Sebastián frowned. The sweat on his forehead was no longer from effort, but from something denser. The weight of understanding without comprehending.
"Are they alive?"
"Some live in forms that no longer fit the word 'life.' Others… ceased being individuals. They became paths. Laws. Cycles."
"And you?" —Sebastián barely turned his face— "Were you like them?"
Draila did not deny it. But neither did she answer. She only walked at his side. The rift in her presence seemed to open a little wider, as if memory dragged her toward what she could not say. "The beast… was it made to fight?"
"No. It was shaped to protect something that was lost. That is why it roars, even when there is no danger. Its memory is not of events. It is of intention. It fights because it still seeks what no longer exists."
"And the turtle?"
"It was a seal. Not of an enemy. Of a wound. One so great that the world could not close it on its own. They buried it with knowledge. With silence. With pain."
"But now it is awake," murmured Sebastián. "Does that mean the wound also…?"
"Do not ask yet," Draila said more firmly, with a shadow of warning in her voice. "Some rifts are not opened out of curiosity. They open by calling what sleeps."

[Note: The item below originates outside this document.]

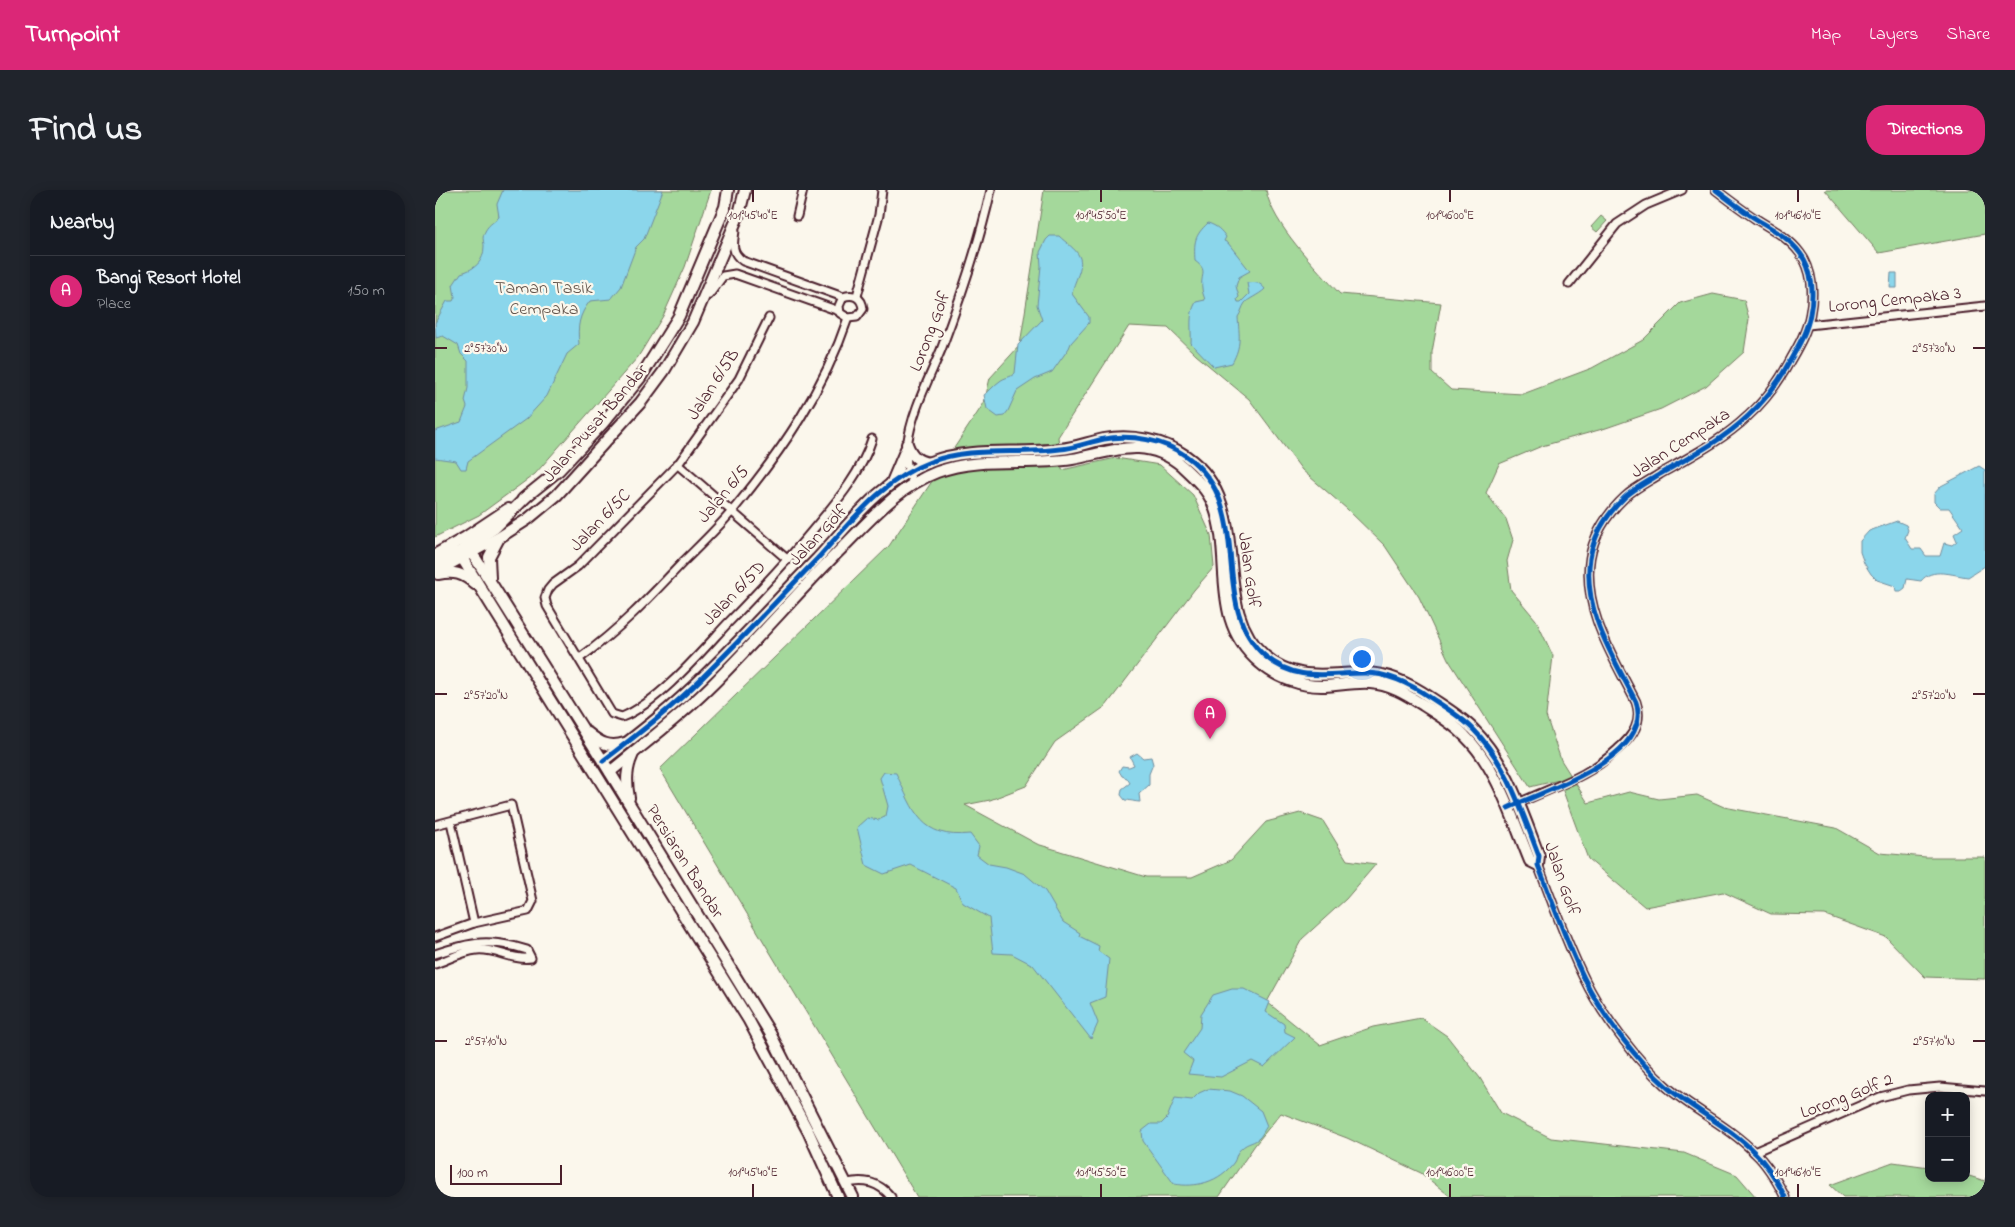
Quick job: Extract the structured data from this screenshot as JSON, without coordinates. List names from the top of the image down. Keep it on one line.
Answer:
{"streets":{"main road":["Jalan Pusat Bandar","Jalan Golf","Persiaran Bandar"],"street":["Lorong Cempaka 3","Lorong Golf","Jalan 6/5B","Jalan Cempaka","Jalan 6/5","Jalan 6/5C","Jalan 6/5D","Lorong Golf 2"]},"crossings":[["Lorong Cempaka 3","Jalan Cempaka"],["Lorong Golf","Jalan Golf"],["Jalan 6/5B","Jalan 6/5C"],["Jalan Pusat Bandar","Persiaran Bandar"],["Jalan Cempaka","Jalan Golf"],["Jalan 6/5","Jalan 6/5C"],["Jalan 6/5","Jalan 6/5D"],["Jalan 6/5C","Jalan 6/5D"],["Jalan Golf","Persiaran Bandar"],["Jalan Golf","Lorong Golf 2"]],"parks":["Taman Tasik Cempaka"],"scale_bar":"100 m","page":{"header":"Turnpoint","nav":["Map","Layers","Share"],"title":"Find us","buttons":"Directions","heading":"Nearby","list":[{"mark":"A","name":"Bangi Resort Hotel","note":"Place","value":"150 m"}],"pins":"A","map_buttons":["+","−"],"scale":"100 m"},"coordinates":["101°45'40\"E","101°45'50\"E","101°46'00\"E","101°46'10\"E","2°57'30\"N","2°57'20\"N","2°57'10\"N"]}
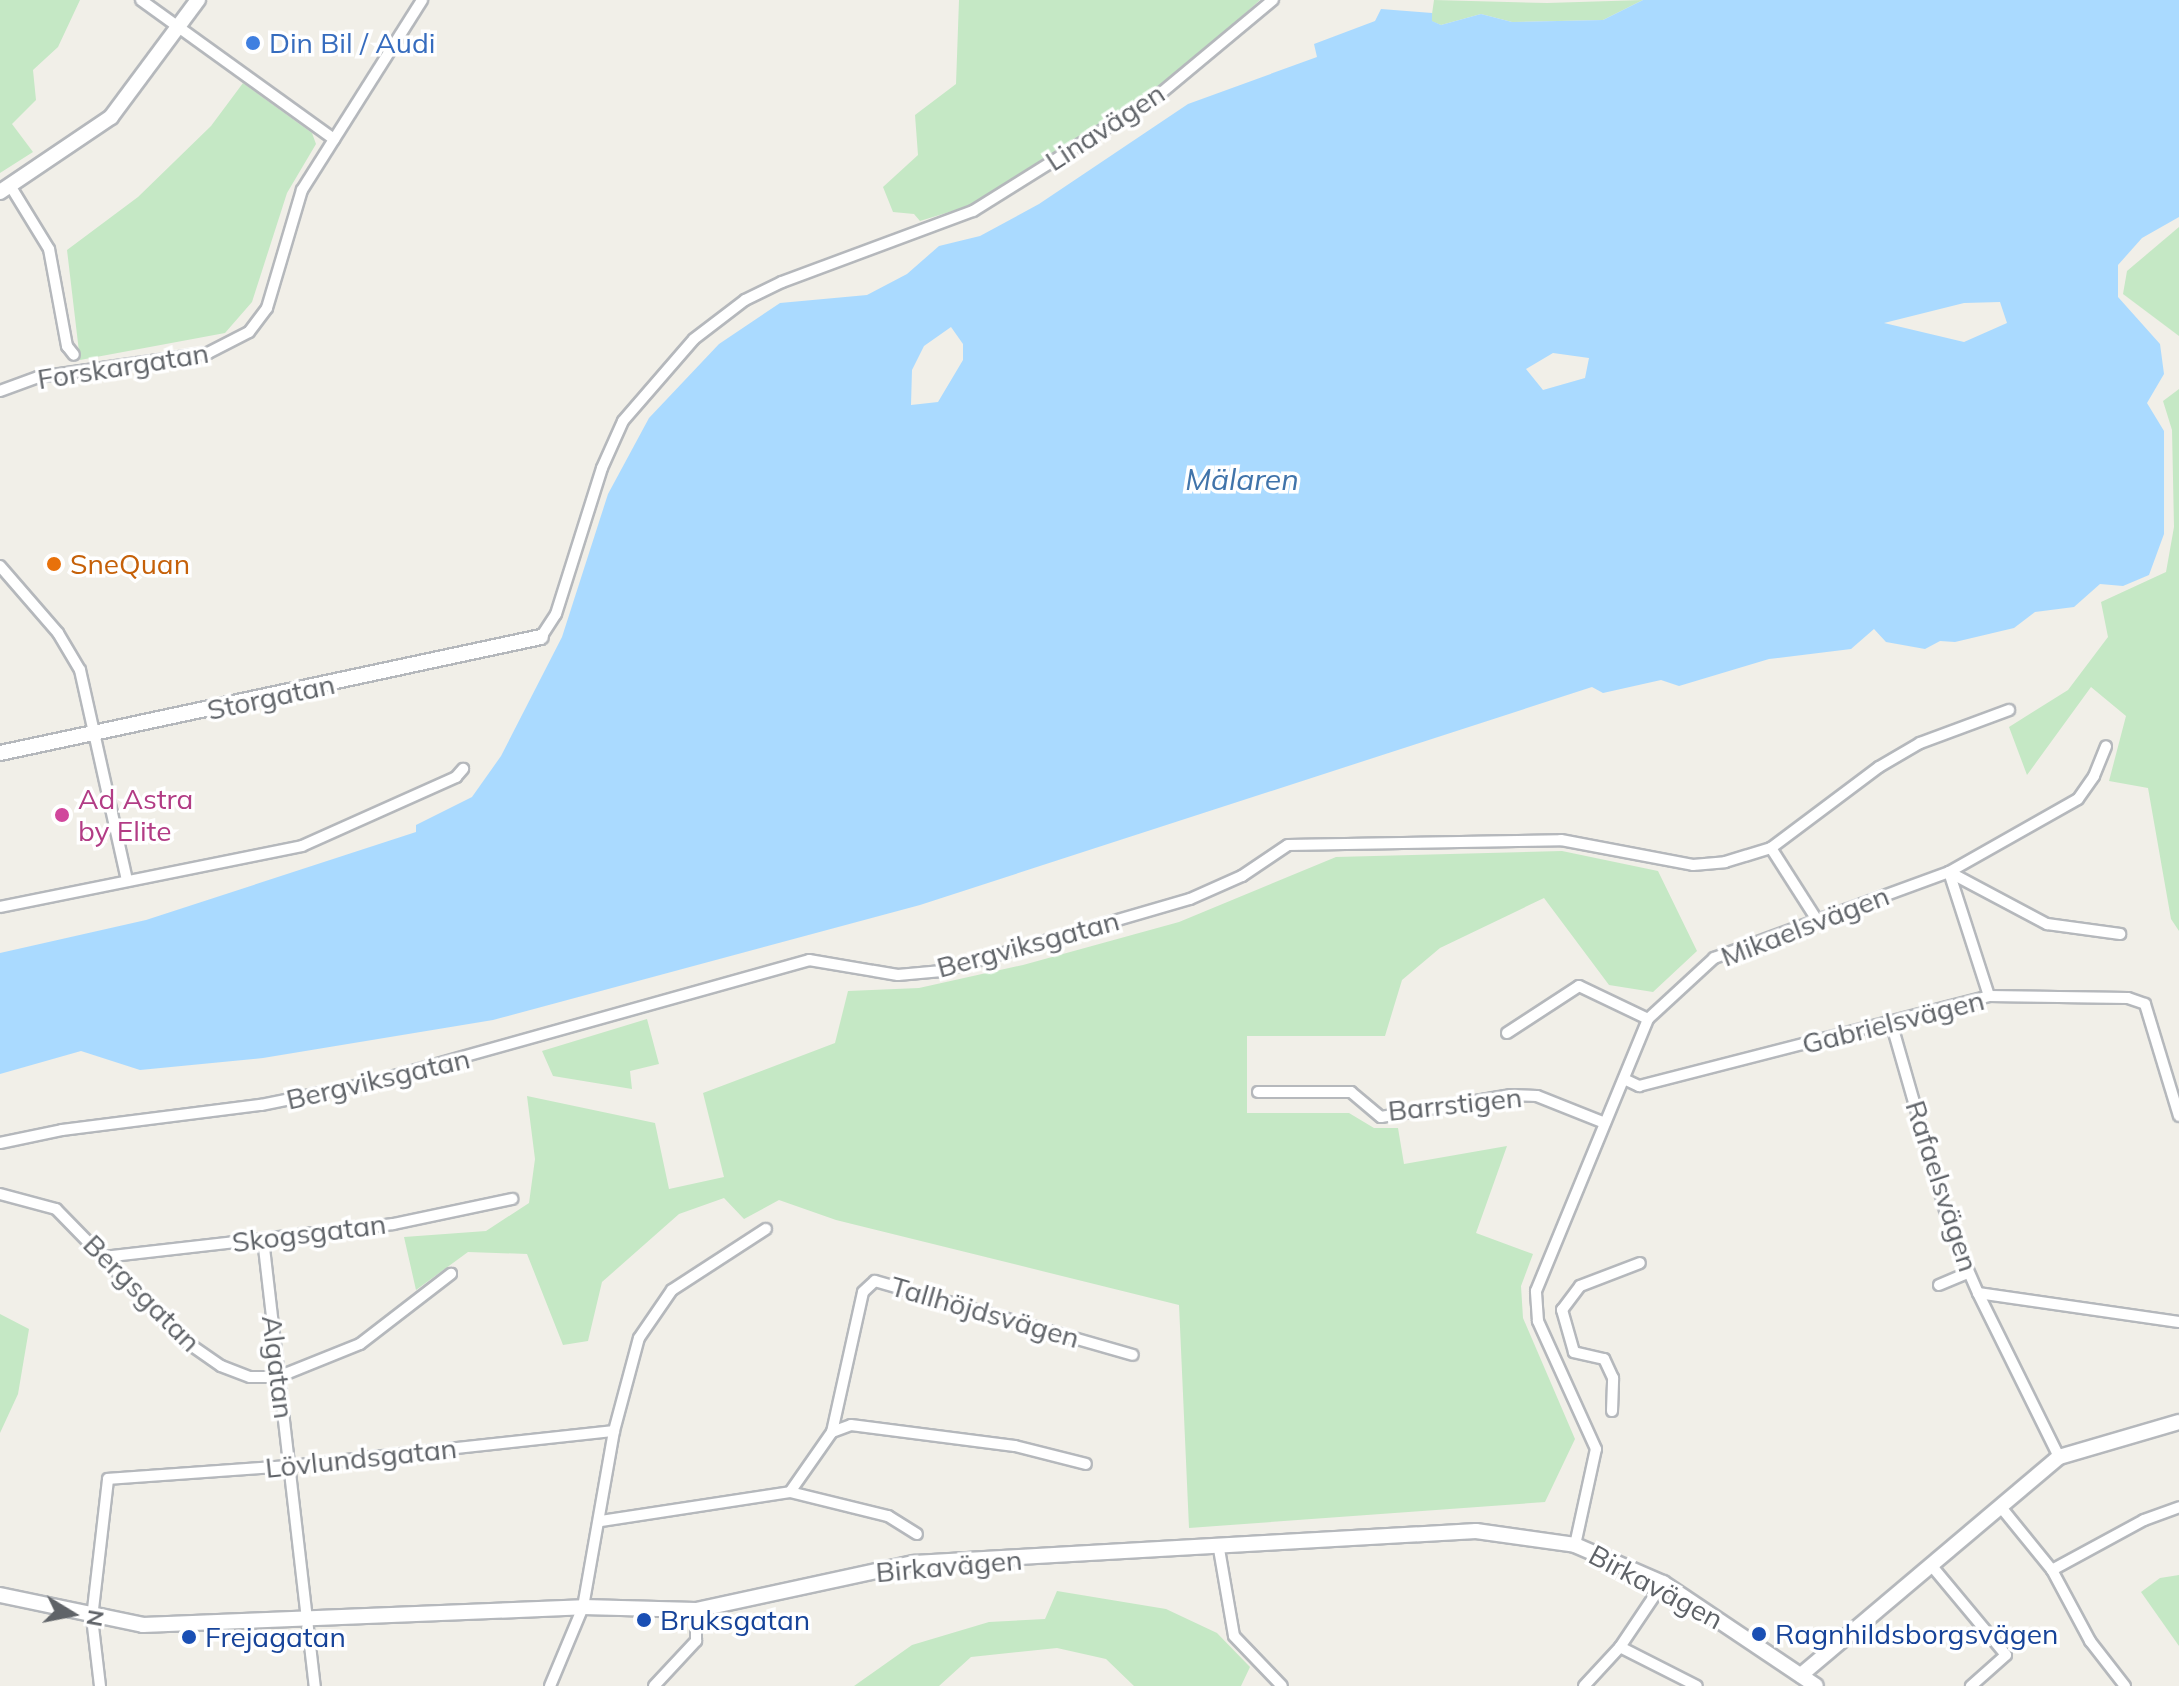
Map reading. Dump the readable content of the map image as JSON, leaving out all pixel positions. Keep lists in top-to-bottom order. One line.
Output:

"And if I already awakened it?"
Draila stopped. "Then there is no return."
Silence fell like a slab that did not crush, but did not allow movement. Sebastián clenched his fists. He walked, but the weight was not in his legs.
"What are they, then?" he whispered, without needing to clarify whom he meant. "Not as allies, nor as enemies… but as… existence."
Draila glanced at him sideways. The wind crossed her face without ruffling her mist.
"The beast was not born. It was gathered. Pieces of many things: fury, loss, broken loyalty. Someone built it… not to obey, but to remember what must not be repeated."
"And does it remember?"
"It feels. But it does not understand. It only roars when something approaches that resembles its origin."
"Is that why it attacked me at the beginning?"
"No. It tested you. Not because you were dangerous. But because… you were hollow."
Sebastián did not reply. He kept walking, but he felt the echo of his steps move inside him.
"And the turtle?"
Draila did not answer immediately. She took in air, or so it seemed.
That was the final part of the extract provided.